• Problem statement: Please copy exactly the lines that run from the start of the entries to the line containing "context.save();", inclusive.

(Saved data entries)

========================================

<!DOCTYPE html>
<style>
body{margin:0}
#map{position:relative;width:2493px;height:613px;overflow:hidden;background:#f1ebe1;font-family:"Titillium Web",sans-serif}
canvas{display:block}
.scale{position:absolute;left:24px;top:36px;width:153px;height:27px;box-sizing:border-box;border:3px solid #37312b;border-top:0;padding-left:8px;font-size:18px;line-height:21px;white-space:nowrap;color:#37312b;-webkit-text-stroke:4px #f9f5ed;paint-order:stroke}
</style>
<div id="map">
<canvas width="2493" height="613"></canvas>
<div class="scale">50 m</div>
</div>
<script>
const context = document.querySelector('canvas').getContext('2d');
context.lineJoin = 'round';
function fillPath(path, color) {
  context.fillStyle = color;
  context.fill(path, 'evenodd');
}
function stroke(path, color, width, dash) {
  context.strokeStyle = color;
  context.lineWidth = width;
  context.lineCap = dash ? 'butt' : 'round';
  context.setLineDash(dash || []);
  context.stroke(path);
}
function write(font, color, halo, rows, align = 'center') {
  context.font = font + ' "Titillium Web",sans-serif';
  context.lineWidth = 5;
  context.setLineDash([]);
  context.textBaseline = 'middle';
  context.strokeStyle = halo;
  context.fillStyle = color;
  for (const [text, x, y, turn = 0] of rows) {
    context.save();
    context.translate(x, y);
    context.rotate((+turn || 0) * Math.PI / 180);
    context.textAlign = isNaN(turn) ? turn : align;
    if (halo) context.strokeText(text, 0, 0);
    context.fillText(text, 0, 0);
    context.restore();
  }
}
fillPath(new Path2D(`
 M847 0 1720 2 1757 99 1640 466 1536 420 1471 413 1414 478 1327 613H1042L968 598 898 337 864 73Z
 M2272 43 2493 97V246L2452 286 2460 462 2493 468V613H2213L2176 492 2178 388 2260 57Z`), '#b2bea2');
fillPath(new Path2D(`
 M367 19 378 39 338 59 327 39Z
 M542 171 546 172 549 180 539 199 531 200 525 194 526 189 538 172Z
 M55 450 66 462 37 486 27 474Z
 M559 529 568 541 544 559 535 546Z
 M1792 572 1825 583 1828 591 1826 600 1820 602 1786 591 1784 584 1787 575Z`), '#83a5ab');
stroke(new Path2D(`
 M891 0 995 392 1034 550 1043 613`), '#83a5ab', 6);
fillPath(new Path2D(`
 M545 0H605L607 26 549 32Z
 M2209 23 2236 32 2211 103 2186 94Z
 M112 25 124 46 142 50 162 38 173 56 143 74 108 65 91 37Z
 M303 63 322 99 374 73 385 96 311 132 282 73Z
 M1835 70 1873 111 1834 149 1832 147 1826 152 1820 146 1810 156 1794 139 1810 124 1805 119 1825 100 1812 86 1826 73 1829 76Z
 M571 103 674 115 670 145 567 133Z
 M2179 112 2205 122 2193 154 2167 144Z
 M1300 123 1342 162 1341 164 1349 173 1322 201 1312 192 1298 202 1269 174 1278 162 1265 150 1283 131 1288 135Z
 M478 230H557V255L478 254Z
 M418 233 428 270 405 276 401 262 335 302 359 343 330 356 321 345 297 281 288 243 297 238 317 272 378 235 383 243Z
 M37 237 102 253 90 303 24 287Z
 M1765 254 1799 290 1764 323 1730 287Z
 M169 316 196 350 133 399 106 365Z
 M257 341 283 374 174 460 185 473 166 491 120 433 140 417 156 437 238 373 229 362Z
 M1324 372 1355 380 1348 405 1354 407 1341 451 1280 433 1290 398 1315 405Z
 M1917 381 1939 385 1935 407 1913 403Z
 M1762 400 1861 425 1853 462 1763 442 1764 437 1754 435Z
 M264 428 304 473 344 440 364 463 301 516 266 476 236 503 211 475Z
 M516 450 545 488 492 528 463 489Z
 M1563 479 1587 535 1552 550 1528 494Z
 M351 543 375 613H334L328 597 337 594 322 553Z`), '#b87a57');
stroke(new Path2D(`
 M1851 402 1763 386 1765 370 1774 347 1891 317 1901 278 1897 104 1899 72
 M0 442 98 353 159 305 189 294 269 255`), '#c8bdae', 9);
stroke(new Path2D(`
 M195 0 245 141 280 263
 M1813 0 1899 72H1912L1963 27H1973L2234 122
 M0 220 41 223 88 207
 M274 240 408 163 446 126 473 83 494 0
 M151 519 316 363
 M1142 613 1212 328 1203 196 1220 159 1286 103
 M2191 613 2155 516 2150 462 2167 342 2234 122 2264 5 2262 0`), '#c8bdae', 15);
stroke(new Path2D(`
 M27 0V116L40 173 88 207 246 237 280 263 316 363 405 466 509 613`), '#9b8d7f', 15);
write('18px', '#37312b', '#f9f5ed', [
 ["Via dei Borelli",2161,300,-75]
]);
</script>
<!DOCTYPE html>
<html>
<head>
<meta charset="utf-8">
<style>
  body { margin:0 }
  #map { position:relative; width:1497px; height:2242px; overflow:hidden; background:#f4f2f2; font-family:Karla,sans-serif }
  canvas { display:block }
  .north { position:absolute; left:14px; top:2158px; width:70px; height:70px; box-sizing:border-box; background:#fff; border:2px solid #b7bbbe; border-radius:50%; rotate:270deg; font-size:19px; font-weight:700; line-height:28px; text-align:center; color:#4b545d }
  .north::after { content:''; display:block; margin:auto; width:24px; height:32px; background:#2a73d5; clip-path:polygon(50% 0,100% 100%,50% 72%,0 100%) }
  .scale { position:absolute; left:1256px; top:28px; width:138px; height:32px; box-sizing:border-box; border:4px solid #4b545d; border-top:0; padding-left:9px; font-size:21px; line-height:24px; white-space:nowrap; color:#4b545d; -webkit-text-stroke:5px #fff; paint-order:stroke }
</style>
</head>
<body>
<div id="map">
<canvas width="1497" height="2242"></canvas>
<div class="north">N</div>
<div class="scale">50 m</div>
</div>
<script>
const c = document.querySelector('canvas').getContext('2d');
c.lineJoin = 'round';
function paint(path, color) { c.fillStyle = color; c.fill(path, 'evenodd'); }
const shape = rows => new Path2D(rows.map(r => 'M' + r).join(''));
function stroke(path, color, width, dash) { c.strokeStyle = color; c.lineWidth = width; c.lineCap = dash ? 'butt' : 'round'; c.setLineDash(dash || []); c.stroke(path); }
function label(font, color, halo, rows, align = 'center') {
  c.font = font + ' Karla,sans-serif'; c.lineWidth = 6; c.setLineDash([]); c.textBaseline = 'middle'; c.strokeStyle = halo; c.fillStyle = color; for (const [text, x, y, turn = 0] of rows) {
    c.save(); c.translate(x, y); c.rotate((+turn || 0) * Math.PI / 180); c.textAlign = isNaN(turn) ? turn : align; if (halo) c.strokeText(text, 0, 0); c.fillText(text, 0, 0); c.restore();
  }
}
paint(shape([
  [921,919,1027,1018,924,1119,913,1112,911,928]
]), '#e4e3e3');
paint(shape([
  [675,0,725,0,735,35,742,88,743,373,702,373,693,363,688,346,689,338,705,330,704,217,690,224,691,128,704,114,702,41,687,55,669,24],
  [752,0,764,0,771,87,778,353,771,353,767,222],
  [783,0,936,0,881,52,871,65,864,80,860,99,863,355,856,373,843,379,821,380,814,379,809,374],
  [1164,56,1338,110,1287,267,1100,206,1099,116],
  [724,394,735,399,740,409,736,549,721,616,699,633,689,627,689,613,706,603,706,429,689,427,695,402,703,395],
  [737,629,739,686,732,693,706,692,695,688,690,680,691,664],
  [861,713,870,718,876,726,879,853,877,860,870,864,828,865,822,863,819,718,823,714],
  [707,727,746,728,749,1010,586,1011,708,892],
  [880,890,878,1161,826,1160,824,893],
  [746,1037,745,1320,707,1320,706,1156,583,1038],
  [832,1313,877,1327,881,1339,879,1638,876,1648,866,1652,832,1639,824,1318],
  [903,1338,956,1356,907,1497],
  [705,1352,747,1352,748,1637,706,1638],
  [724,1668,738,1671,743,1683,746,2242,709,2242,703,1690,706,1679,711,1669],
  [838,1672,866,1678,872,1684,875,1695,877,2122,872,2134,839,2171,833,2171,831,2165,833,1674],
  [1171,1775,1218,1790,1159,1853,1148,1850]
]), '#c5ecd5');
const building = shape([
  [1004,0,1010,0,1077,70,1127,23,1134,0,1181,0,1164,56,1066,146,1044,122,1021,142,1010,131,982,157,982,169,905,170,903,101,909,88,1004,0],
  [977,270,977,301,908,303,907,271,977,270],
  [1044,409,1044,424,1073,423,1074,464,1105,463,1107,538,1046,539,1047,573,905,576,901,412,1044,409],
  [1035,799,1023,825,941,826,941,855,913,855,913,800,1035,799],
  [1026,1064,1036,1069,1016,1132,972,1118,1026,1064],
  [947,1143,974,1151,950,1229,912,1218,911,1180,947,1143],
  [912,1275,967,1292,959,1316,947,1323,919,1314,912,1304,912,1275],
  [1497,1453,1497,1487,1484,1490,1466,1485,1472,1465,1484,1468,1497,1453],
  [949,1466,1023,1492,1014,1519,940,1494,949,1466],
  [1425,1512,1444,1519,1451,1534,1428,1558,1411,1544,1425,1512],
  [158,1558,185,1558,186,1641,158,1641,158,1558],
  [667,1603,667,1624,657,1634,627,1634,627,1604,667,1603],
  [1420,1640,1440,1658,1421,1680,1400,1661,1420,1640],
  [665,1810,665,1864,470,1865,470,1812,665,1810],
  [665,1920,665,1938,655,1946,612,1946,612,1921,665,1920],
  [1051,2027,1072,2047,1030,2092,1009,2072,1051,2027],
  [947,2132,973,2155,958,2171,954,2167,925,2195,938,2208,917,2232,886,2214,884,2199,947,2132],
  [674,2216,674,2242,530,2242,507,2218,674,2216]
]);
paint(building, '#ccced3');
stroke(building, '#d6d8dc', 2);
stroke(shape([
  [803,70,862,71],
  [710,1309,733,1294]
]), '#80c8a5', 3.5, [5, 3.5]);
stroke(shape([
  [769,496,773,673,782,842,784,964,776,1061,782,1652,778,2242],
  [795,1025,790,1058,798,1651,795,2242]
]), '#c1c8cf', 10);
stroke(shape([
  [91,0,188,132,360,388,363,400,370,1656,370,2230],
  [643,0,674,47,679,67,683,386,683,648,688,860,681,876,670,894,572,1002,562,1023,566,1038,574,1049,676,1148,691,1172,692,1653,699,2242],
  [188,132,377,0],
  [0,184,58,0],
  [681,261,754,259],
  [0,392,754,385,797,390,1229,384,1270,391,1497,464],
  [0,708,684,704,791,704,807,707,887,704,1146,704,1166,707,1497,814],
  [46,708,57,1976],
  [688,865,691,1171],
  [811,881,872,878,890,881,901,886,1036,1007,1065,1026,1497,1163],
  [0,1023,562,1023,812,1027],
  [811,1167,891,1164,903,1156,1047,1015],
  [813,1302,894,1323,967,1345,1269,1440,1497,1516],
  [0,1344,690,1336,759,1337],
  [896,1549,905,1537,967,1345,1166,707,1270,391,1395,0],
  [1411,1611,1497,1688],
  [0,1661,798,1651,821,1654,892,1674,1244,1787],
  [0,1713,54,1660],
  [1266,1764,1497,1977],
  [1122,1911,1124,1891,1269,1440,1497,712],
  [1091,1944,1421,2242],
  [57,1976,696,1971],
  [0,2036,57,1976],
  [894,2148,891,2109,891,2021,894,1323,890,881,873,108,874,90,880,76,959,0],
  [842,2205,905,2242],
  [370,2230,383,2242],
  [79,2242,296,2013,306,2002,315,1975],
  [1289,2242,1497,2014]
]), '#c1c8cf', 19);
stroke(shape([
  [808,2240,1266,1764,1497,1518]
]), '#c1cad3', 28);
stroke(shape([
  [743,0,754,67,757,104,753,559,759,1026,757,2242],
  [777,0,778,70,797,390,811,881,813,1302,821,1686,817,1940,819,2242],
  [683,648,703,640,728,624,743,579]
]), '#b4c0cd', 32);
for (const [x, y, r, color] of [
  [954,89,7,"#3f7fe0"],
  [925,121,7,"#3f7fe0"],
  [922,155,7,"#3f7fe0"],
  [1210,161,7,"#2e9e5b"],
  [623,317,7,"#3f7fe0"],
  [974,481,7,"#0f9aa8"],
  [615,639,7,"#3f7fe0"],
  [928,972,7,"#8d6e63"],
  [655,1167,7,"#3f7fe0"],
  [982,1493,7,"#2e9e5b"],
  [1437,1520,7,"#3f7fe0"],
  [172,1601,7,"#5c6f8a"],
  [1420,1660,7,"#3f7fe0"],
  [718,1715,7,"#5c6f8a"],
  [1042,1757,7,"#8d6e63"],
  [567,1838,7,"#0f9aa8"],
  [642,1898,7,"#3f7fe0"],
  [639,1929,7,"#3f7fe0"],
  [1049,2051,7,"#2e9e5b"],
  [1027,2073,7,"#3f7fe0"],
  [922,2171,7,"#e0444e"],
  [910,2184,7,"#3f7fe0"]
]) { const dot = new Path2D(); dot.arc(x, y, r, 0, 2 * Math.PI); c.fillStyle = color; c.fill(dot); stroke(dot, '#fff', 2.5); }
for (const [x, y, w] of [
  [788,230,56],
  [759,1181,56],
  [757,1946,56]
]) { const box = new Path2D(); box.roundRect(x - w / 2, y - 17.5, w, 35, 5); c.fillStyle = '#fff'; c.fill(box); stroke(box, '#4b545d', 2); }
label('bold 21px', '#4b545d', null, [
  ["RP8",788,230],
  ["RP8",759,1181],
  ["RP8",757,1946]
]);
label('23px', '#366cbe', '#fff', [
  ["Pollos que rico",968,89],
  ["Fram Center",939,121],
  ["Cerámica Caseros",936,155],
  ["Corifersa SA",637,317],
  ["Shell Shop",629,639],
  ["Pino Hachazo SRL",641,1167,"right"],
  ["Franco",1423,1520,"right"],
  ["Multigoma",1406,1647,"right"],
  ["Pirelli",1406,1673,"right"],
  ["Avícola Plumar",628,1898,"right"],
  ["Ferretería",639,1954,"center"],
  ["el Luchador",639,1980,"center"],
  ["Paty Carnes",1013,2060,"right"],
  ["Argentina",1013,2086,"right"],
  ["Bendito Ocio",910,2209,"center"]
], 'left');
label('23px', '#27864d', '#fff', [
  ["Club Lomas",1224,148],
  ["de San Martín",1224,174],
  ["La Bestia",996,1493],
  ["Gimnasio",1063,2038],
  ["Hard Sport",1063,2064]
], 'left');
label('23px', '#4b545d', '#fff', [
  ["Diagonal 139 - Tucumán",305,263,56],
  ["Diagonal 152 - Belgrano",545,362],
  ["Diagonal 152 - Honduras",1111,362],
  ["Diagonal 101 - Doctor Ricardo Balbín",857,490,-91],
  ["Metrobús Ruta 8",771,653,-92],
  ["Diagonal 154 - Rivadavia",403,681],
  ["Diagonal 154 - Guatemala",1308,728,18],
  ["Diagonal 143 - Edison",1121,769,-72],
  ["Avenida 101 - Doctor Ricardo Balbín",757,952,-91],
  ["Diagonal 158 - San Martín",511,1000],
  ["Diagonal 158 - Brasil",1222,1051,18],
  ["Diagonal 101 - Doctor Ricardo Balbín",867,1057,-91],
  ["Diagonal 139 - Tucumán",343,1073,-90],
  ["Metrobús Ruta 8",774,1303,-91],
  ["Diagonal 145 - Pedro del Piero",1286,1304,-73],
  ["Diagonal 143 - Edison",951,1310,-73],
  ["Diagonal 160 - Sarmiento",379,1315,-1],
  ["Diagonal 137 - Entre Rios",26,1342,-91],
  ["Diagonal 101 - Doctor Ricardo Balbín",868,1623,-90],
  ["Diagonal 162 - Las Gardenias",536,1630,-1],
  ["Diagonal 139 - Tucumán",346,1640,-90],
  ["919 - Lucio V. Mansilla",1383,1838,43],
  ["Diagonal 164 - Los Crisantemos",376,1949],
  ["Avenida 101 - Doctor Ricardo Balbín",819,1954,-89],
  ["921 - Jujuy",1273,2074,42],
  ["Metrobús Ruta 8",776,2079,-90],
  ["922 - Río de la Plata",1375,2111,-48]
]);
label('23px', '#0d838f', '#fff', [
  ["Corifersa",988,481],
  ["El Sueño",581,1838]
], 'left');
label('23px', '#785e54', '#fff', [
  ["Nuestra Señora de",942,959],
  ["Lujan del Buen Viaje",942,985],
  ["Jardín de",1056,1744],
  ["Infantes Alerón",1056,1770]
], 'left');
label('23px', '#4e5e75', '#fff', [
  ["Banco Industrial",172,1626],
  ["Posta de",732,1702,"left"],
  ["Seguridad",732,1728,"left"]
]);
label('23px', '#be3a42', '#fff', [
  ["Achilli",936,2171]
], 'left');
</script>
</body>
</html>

========================================

• Exercise response:
<!DOCTYPE html>
<style>
body{margin:0}
#map{position:relative;width:2493px;height:613px;overflow:hidden;background:#f1ebe1;font-family:"Titillium Web",sans-serif}
canvas{display:block}
.scale{position:absolute;left:24px;top:36px;width:153px;height:27px;box-sizing:border-box;border:3px solid #37312b;border-top:0;padding-left:8px;font-size:18px;line-height:21px;white-space:nowrap;color:#37312b;-webkit-text-stroke:4px #f9f5ed;paint-order:stroke}
</style>
<div id="map">
<canvas width="2493" height="613"></canvas>
<div class="scale">50 m</div>
</div>
<script>
const context = document.querySelector('canvas').getContext('2d');
context.lineJoin = 'round';
function fillPath(path, color) {
  context.fillStyle = color;
  context.fill(path, 'evenodd');
}
function stroke(path, color, width, dash) {
  context.strokeStyle = color;
  context.lineWidth = width;
  context.lineCap = dash ? 'butt' : 'round';
  context.setLineDash(dash || []);
  context.stroke(path);
}
function write(font, color, halo, rows, align = 'center') {
  context.font = font + ' "Titillium Web",sans-serif';
  context.lineWidth = 5;
  context.setLineDash([]);
  context.textBaseline = 'middle';
  context.strokeStyle = halo;
  context.fillStyle = color;
  for (const [text, x, y, turn = 0] of rows) {
    context.save();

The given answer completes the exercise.